***** Dataset extract

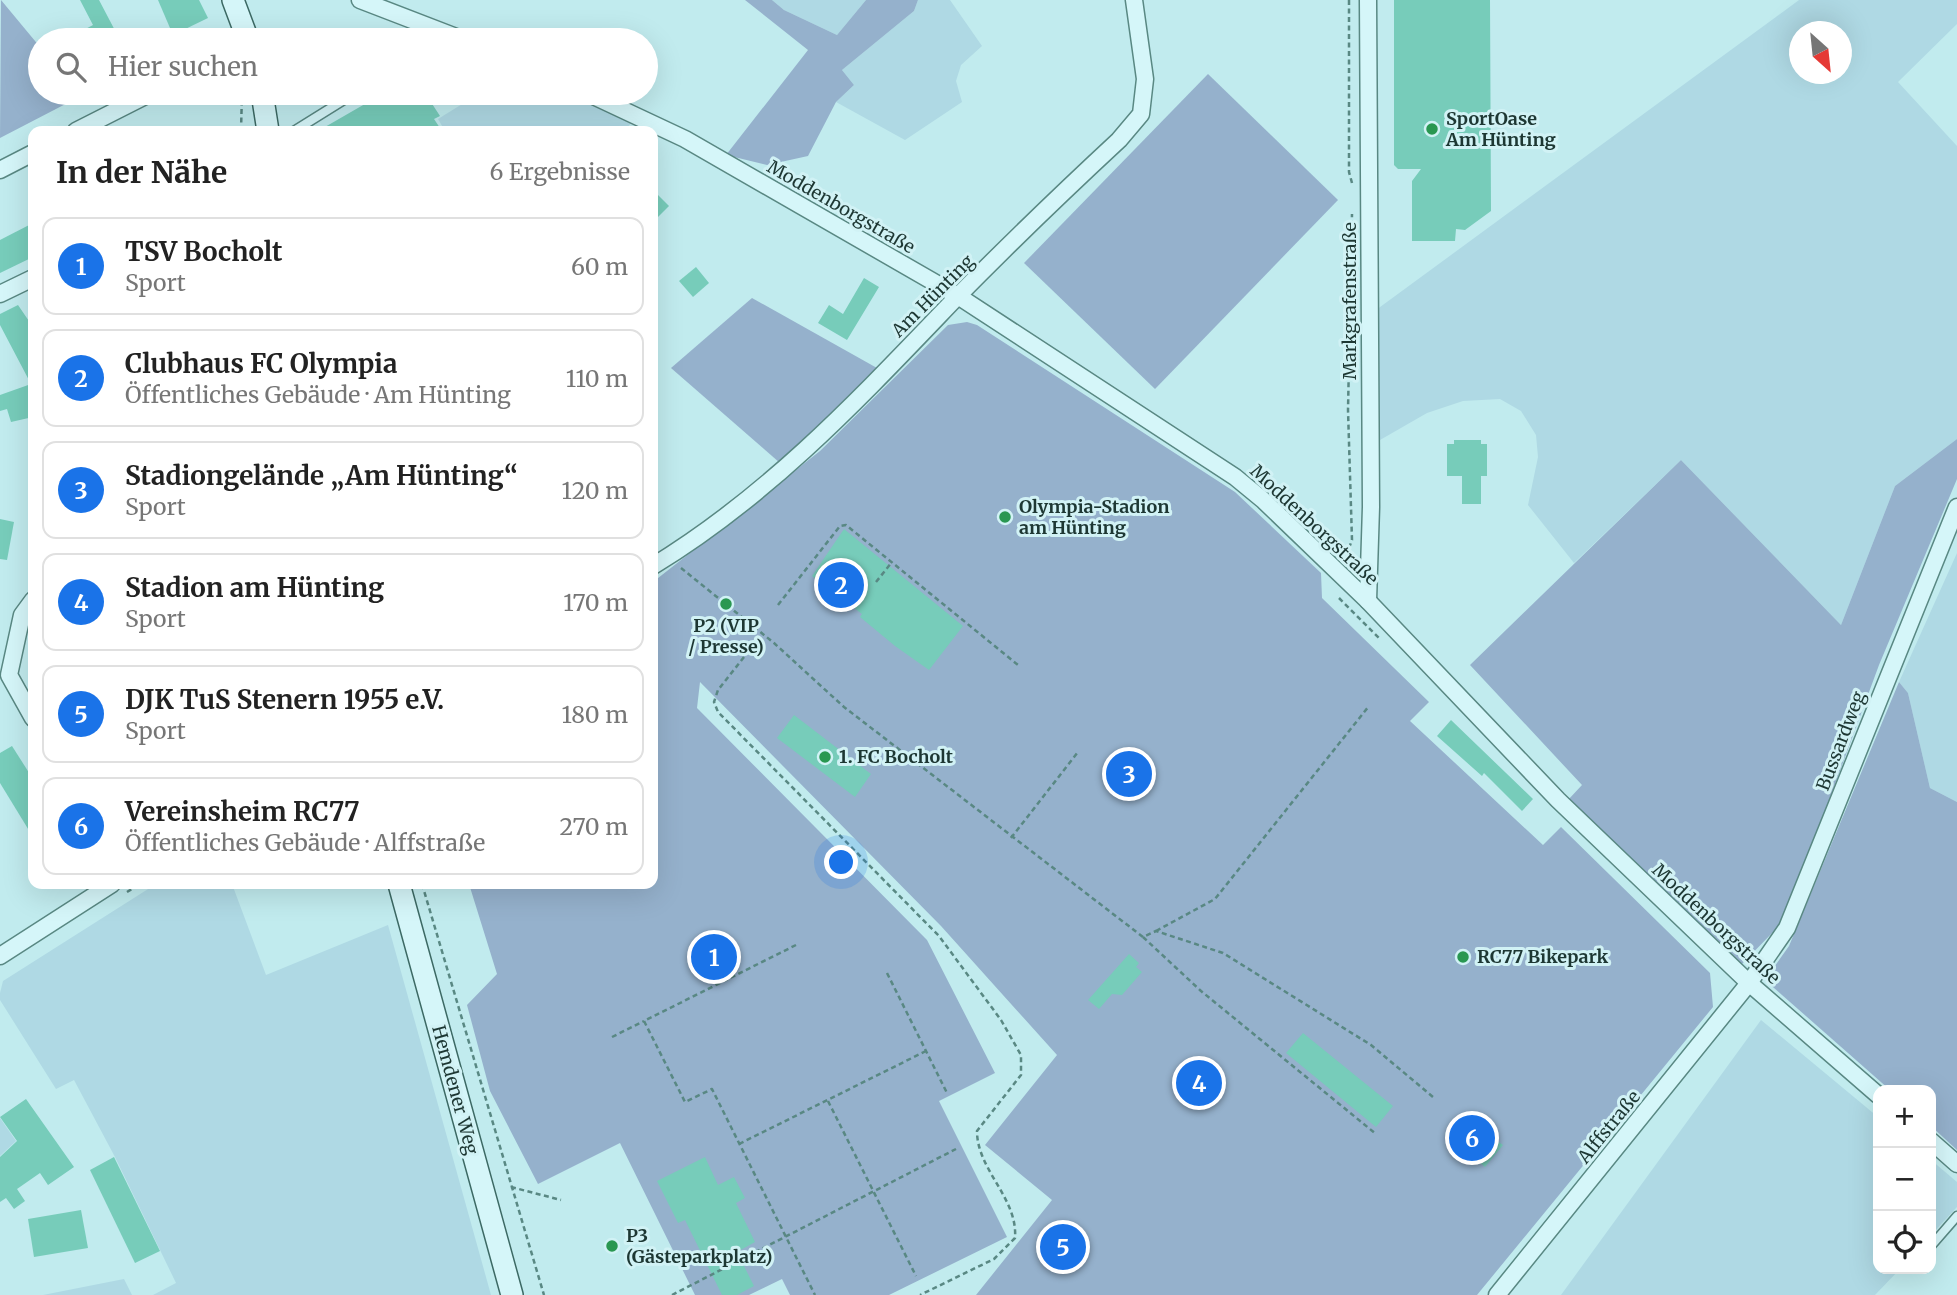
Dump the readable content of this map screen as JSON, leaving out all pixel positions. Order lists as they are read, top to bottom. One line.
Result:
{"streets":{"street":["Moddenborgstraße","Am Hünting","Markgrafenstraße","Bussardweg","Hemdener Weg","Alffstraße"]},"crossings":[["Moddenborgstraße","Am Hünting"],["Moddenborgstraße","Markgrafenstraße"],["Moddenborgstraße","Bussardweg"],["Moddenborgstraße","Alffstraße"],["Bussardweg","Alffstraße"]],"places":["SportOase Am Hünting","Olympia-Stadion am Hünting","P2 (VIP / Presse)","1. FC Bocholt","RC77 Bikepark","P3 (Gästeparkplatz)"],"north":"bottom right","page":{"search":"Hier suchen","heading":["In der Nähe","6 Ergebnisse"],"list":[{"mark":"1","name":"TSV Bocholt","note":"Sport","value":"60 m"},{"mark":"2","name":"Clubhaus FC Olympia","note":"Öffentliches Gebäude · Am Hünting","value":"110 m"},{"mark":"3","name":"Stadiongelände „Am Hünting“","note":"Sport","value":"120 m"},{"mark":"4","name":"Stadion am Hünting","note":"Sport","value":"170 m"},{"mark":"5","name":"DJK TuS Stenern 1955 e.V.","note":"Sport","value":"180 m"},{"mark":"6","name":"Vereinsheim RC77","note":"Öffentliches Gebäude · Alffstraße","value":"270 m"}],"pins":["2","3","1","4","6","5"],"map_buttons":["+","−"]}}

**********

Task directions:
Your answer should be every line from the material above in which the word "bottom" appears.

Exercise response:
Dump the readable content of this map screen as JSON, leaving out all pixel positions. Order lists as they are read, top to bottom. One line.
{"streets":{"street":["Moddenborgstraße","Am Hünting","Markgrafenstraße","Bussardweg","Hemdener Weg","Alffstraße"]},"crossings":[["Moddenborgstraße","Am Hünting"],["Moddenborgstraße","Markgrafenstraße"],["Moddenborgstraße","Bussardweg"],["Moddenborgstraße","Alffstraße"],["Bussardweg","Alffstraße"]],"places":["SportOase Am Hünting","Olympia-Stadion am Hünting","P2 (VIP / Presse)","1. FC Bocholt","RC77 Bikepark","P3 (Gästeparkplatz)"],"north":"bottom right","page":{"search":"Hier suchen","heading":["In der Nähe","6 Ergebnisse"],"list":[{"mark":"1","name":"TSV Bocholt","note":"Sport","value":"60 m"},{"mark":"2","name":"Clubhaus FC Olympia","note":"Öffentliches Gebäude · Am Hünting","value":"110 m"},{"mark":"3","name":"Stadiongelände „Am Hünting“","note":"Sport","value":"120 m"},{"mark":"4","name":"Stadion am Hünting","note":"Sport","value":"170 m"},{"mark":"5","name":"DJK TuS Stenern 1955 e.V.","note":"Sport","value":"180 m"},{"mark":"6","name":"Vereinsheim RC77","note":"Öffentliches Gebäude · Alffstraße","value":"270 m"}],"pins":["2","3","1","4","6","5"],"map_buttons":["+","−"]}}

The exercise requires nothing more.